[Information given Boundary: Start]

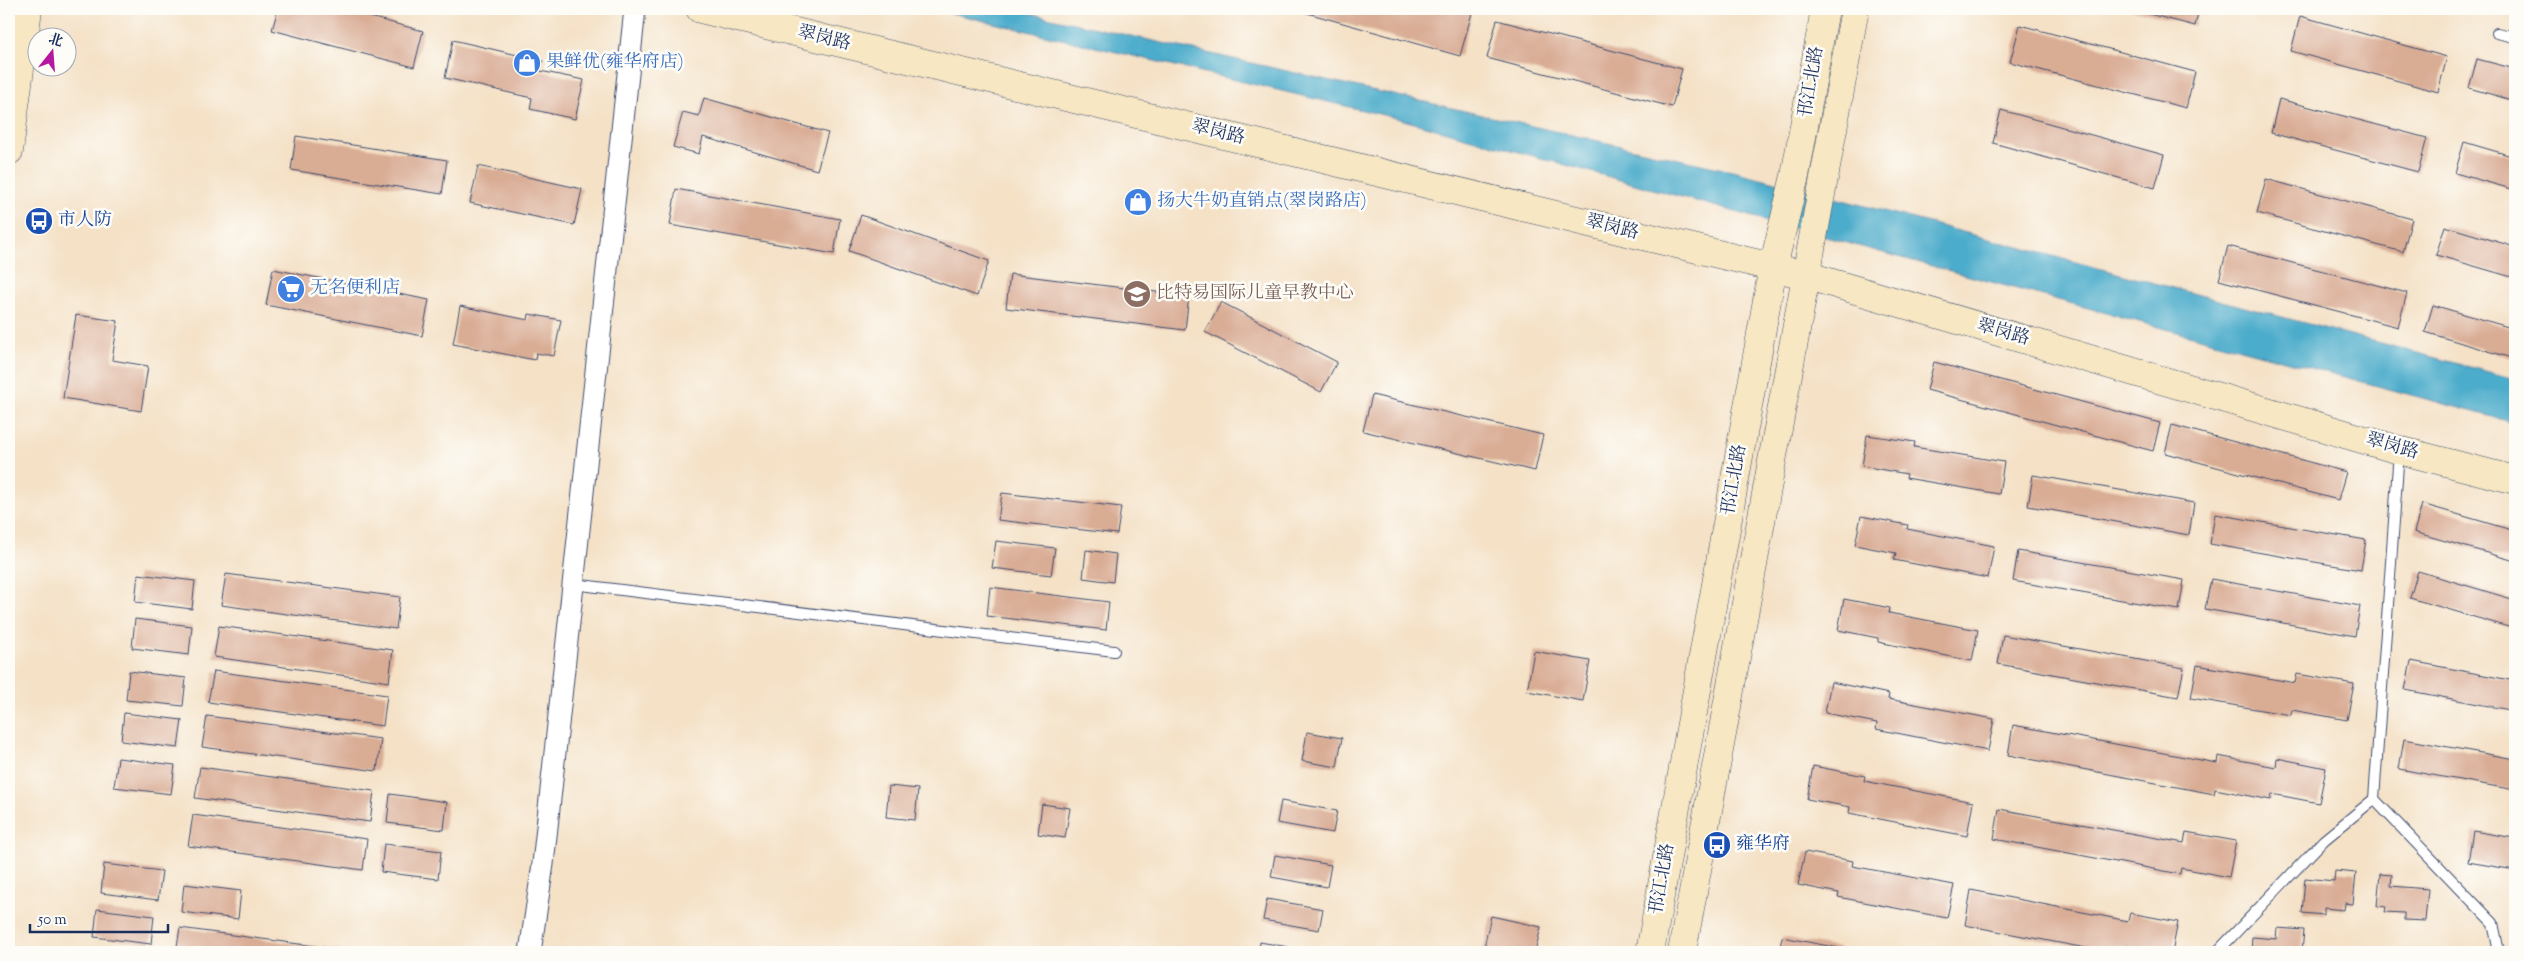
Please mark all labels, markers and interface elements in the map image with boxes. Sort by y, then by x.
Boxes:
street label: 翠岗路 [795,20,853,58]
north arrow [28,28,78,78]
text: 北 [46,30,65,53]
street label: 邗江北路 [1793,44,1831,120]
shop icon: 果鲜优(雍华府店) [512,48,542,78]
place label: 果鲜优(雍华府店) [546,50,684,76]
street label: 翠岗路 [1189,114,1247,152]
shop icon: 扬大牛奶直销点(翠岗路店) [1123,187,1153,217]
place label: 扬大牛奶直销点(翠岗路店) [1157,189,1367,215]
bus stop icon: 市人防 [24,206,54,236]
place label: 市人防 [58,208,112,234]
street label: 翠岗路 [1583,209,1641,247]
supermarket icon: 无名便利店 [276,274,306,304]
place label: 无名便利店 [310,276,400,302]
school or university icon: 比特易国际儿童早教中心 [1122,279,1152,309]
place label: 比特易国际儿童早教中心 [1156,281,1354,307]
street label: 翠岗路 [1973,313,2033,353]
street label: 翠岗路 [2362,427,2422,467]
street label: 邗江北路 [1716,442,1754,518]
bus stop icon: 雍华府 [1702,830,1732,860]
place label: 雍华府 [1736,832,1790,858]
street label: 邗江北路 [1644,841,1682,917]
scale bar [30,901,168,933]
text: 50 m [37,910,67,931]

[Information given Boundary: End]

• What the task asks: Read through the entries and copy each line in which "邗江北路" appears.

• Task response:
street label: 邗江北路 [1793,44,1831,120]
street label: 邗江北路 [1716,442,1754,518]
street label: 邗江北路 [1644,841,1682,917]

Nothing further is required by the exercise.